Task directions - In full and without change, transcribe the records below.

Supplied material -
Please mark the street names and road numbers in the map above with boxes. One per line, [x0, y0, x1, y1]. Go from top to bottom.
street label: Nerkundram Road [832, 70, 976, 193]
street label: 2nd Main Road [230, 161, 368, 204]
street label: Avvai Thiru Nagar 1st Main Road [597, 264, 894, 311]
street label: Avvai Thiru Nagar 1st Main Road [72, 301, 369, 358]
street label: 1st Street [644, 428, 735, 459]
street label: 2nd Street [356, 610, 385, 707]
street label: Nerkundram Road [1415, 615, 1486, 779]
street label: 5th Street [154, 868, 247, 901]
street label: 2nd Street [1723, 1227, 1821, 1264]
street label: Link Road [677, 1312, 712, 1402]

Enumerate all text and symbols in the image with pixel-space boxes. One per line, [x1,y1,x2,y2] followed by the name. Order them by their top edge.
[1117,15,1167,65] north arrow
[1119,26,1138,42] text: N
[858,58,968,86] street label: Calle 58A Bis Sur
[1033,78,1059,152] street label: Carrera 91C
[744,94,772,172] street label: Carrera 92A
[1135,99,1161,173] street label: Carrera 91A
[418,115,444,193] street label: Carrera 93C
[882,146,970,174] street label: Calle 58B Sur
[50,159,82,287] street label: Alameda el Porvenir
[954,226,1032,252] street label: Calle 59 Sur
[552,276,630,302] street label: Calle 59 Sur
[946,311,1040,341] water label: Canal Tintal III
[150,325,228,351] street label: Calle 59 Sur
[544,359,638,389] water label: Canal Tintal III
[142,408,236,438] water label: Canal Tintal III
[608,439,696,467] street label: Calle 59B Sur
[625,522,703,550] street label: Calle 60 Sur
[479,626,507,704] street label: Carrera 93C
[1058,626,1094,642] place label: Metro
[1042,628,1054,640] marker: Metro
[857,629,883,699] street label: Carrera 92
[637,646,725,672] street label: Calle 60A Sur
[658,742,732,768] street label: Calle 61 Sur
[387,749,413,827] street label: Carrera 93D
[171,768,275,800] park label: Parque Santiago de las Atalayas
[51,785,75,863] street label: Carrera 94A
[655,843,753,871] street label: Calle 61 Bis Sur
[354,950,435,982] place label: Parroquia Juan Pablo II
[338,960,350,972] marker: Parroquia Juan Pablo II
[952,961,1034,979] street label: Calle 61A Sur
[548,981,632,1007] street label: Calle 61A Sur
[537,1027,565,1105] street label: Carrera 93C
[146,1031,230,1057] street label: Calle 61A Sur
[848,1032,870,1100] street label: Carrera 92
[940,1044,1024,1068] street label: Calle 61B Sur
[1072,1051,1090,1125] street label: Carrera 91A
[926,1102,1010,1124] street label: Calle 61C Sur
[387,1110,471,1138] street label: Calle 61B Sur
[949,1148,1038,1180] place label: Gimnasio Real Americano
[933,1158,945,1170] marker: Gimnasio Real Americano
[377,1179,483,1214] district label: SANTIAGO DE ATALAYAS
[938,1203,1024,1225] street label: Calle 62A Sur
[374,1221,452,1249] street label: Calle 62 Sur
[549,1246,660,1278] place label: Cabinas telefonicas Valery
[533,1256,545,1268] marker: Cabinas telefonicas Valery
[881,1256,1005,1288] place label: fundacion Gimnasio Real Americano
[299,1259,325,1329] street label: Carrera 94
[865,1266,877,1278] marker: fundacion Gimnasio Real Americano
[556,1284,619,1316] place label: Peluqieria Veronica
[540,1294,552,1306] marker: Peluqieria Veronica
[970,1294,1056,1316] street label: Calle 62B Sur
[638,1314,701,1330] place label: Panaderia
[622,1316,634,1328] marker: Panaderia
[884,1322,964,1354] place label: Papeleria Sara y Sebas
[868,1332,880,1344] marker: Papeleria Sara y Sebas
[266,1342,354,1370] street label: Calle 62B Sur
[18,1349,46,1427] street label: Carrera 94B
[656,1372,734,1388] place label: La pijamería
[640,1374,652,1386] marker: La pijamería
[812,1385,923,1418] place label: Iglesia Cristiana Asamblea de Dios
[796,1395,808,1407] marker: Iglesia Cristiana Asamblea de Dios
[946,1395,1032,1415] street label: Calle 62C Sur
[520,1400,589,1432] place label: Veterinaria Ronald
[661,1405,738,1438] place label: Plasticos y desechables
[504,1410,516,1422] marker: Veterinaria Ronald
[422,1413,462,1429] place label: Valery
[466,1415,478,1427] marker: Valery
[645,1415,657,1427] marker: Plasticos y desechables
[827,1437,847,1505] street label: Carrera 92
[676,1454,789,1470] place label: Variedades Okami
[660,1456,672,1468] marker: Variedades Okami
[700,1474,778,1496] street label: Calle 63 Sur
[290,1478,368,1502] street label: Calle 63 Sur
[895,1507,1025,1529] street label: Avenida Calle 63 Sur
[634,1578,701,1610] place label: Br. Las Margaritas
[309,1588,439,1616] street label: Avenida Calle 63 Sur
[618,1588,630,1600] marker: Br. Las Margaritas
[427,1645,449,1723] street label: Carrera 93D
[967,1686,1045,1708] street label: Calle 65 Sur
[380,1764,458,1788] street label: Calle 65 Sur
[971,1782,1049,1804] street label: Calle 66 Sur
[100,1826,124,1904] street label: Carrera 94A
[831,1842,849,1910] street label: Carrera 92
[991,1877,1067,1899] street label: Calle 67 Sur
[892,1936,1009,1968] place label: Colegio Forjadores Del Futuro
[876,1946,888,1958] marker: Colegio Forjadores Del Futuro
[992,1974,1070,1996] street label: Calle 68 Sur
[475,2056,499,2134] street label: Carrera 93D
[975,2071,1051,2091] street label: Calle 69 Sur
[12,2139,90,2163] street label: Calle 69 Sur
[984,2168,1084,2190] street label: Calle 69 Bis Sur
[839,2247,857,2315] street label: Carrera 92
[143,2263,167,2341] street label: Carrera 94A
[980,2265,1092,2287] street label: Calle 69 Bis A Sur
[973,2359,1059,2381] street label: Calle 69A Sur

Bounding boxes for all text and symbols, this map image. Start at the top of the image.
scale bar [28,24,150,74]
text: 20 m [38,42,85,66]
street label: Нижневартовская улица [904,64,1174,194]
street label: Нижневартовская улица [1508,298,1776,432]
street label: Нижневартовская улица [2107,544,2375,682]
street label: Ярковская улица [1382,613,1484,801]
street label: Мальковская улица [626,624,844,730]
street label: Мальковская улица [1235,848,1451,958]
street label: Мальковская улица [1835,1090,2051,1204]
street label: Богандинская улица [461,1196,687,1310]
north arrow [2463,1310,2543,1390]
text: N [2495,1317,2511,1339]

Result of this task -
Please mark the street names and road numbers in the map above with boxes. One per line, [x0, y0, x1, y1]. Go from top to bottom.
street label: Nerkundram Road [832, 70, 976, 193]
street label: 2nd Main Road [230, 161, 368, 204]
street label: Avvai Thiru Nagar 1st Main Road [597, 264, 894, 311]
street label: Avvai Thiru Nagar 1st Main Road [72, 301, 369, 358]
street label: 1st Street [644, 428, 735, 459]
street label: 2nd Street [356, 610, 385, 707]
street label: Nerkundram Road [1415, 615, 1486, 779]
street label: 5th Street [154, 868, 247, 901]
street label: 2nd Street [1723, 1227, 1821, 1264]
street label: Link Road [677, 1312, 712, 1402]

Enumerate all text and symbols in the image with pixel-space boxes. One per line, [x1,y1,x2,y2] followed by the name. Order them by their top edge.
[1117,15,1167,65] north arrow
[1119,26,1138,42] text: N
[858,58,968,86] street label: Calle 58A Bis Sur
[1033,78,1059,152] street label: Carrera 91C
[744,94,772,172] street label: Carrera 92A
[1135,99,1161,173] street label: Carrera 91A
[418,115,444,193] street label: Carrera 93C
[882,146,970,174] street label: Calle 58B Sur
[50,159,82,287] street label: Alameda el Porvenir
[954,226,1032,252] street label: Calle 59 Sur
[552,276,630,302] street label: Calle 59 Sur
[946,311,1040,341] water label: Canal Tintal III
[150,325,228,351] street label: Calle 59 Sur
[544,359,638,389] water label: Canal Tintal III
[142,408,236,438] water label: Canal Tintal III
[608,439,696,467] street label: Calle 59B Sur
[625,522,703,550] street label: Calle 60 Sur
[479,626,507,704] street label: Carrera 93C
[1058,626,1094,642] place label: Metro
[1042,628,1054,640] marker: Metro
[857,629,883,699] street label: Carrera 92
[637,646,725,672] street label: Calle 60A Sur
[658,742,732,768] street label: Calle 61 Sur
[387,749,413,827] street label: Carrera 93D
[171,768,275,800] park label: Parque Santiago de las Atalayas
[51,785,75,863] street label: Carrera 94A
[655,843,753,871] street label: Calle 61 Bis Sur
[354,950,435,982] place label: Parroquia Juan Pablo II
[338,960,350,972] marker: Parroquia Juan Pablo II
[952,961,1034,979] street label: Calle 61A Sur
[548,981,632,1007] street label: Calle 61A Sur
[537,1027,565,1105] street label: Carrera 93C
[146,1031,230,1057] street label: Calle 61A Sur
[848,1032,870,1100] street label: Carrera 92
[940,1044,1024,1068] street label: Calle 61B Sur
[1072,1051,1090,1125] street label: Carrera 91A
[926,1102,1010,1124] street label: Calle 61C Sur
[387,1110,471,1138] street label: Calle 61B Sur
[949,1148,1038,1180] place label: Gimnasio Real Americano
[933,1158,945,1170] marker: Gimnasio Real Americano
[377,1179,483,1214] district label: SANTIAGO DE ATALAYAS
[938,1203,1024,1225] street label: Calle 62A Sur
[374,1221,452,1249] street label: Calle 62 Sur
[549,1246,660,1278] place label: Cabinas telefonicas Valery
[533,1256,545,1268] marker: Cabinas telefonicas Valery
[881,1256,1005,1288] place label: fundacion Gimnasio Real Americano
[299,1259,325,1329] street label: Carrera 94
[865,1266,877,1278] marker: fundacion Gimnasio Real Americano
[556,1284,619,1316] place label: Peluqieria Veronica
[540,1294,552,1306] marker: Peluqieria Veronica
[970,1294,1056,1316] street label: Calle 62B Sur
[638,1314,701,1330] place label: Panaderia
[622,1316,634,1328] marker: Panaderia
[884,1322,964,1354] place label: Papeleria Sara y Sebas
[868,1332,880,1344] marker: Papeleria Sara y Sebas
[266,1342,354,1370] street label: Calle 62B Sur
[18,1349,46,1427] street label: Carrera 94B
[656,1372,734,1388] place label: La pijamería
[640,1374,652,1386] marker: La pijamería
[812,1385,923,1418] place label: Iglesia Cristiana Asamblea de Dios
[796,1395,808,1407] marker: Iglesia Cristiana Asamblea de Dios
[946,1395,1032,1415] street label: Calle 62C Sur
[520,1400,589,1432] place label: Veterinaria Ronald
[661,1405,738,1438] place label: Plasticos y desechables
[504,1410,516,1422] marker: Veterinaria Ronald
[422,1413,462,1429] place label: Valery
[466,1415,478,1427] marker: Valery
[645,1415,657,1427] marker: Plasticos y desechables
[827,1437,847,1505] street label: Carrera 92
[676,1454,789,1470] place label: Variedades Okami
[660,1456,672,1468] marker: Variedades Okami
[700,1474,778,1496] street label: Calle 63 Sur
[290,1478,368,1502] street label: Calle 63 Sur
[895,1507,1025,1529] street label: Avenida Calle 63 Sur
[634,1578,701,1610] place label: Br. Las Margaritas
[309,1588,439,1616] street label: Avenida Calle 63 Sur
[618,1588,630,1600] marker: Br. Las Margaritas
[427,1645,449,1723] street label: Carrera 93D
[967,1686,1045,1708] street label: Calle 65 Sur
[380,1764,458,1788] street label: Calle 65 Sur
[971,1782,1049,1804] street label: Calle 66 Sur
[100,1826,124,1904] street label: Carrera 94A
[831,1842,849,1910] street label: Carrera 92
[991,1877,1067,1899] street label: Calle 67 Sur
[892,1936,1009,1968] place label: Colegio Forjadores Del Futuro
[876,1946,888,1958] marker: Colegio Forjadores Del Futuro
[992,1974,1070,1996] street label: Calle 68 Sur
[475,2056,499,2134] street label: Carrera 93D
[975,2071,1051,2091] street label: Calle 69 Sur
[12,2139,90,2163] street label: Calle 69 Sur
[984,2168,1084,2190] street label: Calle 69 Bis Sur
[839,2247,857,2315] street label: Carrera 92
[143,2263,167,2341] street label: Carrera 94A
[980,2265,1092,2287] street label: Calle 69 Bis A Sur
[973,2359,1059,2381] street label: Calle 69A Sur

Bounding boxes for all text and symbols, this map image. Start at the top of the image.
scale bar [28,24,150,74]
text: 20 m [38,42,85,66]
street label: Нижневартовская улица [904,64,1174,194]
street label: Нижневартовская улица [1508,298,1776,432]
street label: Нижневартовская улица [2107,544,2375,682]
street label: Ярковская улица [1382,613,1484,801]
street label: Мальковская улица [626,624,844,730]
street label: Мальковская улица [1235,848,1451,958]
street label: Мальковская улица [1835,1090,2051,1204]
street label: Богандинская улица [461,1196,687,1310]
north arrow [2463,1310,2543,1390]
text: N [2495,1317,2511,1339]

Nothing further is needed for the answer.